<<<<

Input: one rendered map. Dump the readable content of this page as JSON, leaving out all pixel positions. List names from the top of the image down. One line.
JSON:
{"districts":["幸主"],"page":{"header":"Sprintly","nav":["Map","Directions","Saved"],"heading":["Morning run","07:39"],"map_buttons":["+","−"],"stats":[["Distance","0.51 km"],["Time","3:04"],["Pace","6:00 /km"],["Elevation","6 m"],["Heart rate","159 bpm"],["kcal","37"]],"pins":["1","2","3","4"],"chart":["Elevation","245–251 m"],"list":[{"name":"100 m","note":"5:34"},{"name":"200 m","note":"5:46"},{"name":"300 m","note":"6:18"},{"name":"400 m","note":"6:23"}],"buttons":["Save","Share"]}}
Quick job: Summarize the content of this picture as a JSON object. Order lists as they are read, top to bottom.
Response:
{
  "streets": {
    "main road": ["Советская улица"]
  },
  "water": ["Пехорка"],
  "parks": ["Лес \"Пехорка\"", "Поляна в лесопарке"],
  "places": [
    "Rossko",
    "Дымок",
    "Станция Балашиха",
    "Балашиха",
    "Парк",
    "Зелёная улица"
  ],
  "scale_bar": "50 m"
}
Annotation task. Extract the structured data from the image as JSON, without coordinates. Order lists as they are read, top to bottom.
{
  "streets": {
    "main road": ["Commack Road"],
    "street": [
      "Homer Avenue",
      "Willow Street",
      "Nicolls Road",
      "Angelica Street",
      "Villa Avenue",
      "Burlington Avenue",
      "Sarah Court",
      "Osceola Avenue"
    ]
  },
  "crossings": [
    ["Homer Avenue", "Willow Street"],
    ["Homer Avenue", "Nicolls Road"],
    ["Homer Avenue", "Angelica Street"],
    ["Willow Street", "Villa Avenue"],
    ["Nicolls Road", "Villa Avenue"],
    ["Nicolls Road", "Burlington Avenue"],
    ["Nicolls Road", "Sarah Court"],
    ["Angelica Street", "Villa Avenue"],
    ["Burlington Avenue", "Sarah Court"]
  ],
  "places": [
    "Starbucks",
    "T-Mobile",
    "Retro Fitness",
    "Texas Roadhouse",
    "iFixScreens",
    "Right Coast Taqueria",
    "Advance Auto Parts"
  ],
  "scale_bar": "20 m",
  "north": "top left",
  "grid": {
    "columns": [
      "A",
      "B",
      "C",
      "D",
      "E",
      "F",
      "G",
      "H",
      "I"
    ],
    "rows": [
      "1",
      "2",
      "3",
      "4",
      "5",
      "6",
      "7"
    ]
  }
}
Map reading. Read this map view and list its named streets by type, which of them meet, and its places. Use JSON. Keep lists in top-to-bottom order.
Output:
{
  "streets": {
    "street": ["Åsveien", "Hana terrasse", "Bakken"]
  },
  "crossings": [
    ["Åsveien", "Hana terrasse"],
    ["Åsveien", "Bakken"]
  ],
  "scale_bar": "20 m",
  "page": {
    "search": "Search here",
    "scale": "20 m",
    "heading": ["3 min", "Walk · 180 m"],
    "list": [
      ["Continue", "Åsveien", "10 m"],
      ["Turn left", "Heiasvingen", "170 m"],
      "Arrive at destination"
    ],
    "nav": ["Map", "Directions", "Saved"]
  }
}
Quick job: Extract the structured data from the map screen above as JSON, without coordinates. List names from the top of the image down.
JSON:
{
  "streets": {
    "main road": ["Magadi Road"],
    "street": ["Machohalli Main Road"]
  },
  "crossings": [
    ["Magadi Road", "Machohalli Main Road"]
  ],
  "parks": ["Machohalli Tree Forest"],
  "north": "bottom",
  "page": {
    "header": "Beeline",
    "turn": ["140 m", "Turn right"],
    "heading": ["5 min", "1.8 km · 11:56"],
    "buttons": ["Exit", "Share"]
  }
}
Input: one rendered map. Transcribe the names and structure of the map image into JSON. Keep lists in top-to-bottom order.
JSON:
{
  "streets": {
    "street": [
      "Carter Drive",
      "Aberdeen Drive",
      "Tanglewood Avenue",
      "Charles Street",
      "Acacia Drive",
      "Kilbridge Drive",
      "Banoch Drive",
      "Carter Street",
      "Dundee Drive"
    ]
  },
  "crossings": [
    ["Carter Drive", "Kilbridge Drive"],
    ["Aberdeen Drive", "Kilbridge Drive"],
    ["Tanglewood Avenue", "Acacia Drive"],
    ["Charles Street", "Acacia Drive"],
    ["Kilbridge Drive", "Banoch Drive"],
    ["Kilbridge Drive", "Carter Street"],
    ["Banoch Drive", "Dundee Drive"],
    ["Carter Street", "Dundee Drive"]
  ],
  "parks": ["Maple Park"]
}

>>>>

### HOW TO COMPLETE THIS TASK:
Please go through the data above and copy each line that has the word "Quick".

### ANSWER BOX:
Quick job: Summarize the content of this picture as a JSON object. Order lists as they are read, top to bottom.
Quick job: Extract the structured data from the map screen above as JSON, without coordinates. List names from the top of the image down.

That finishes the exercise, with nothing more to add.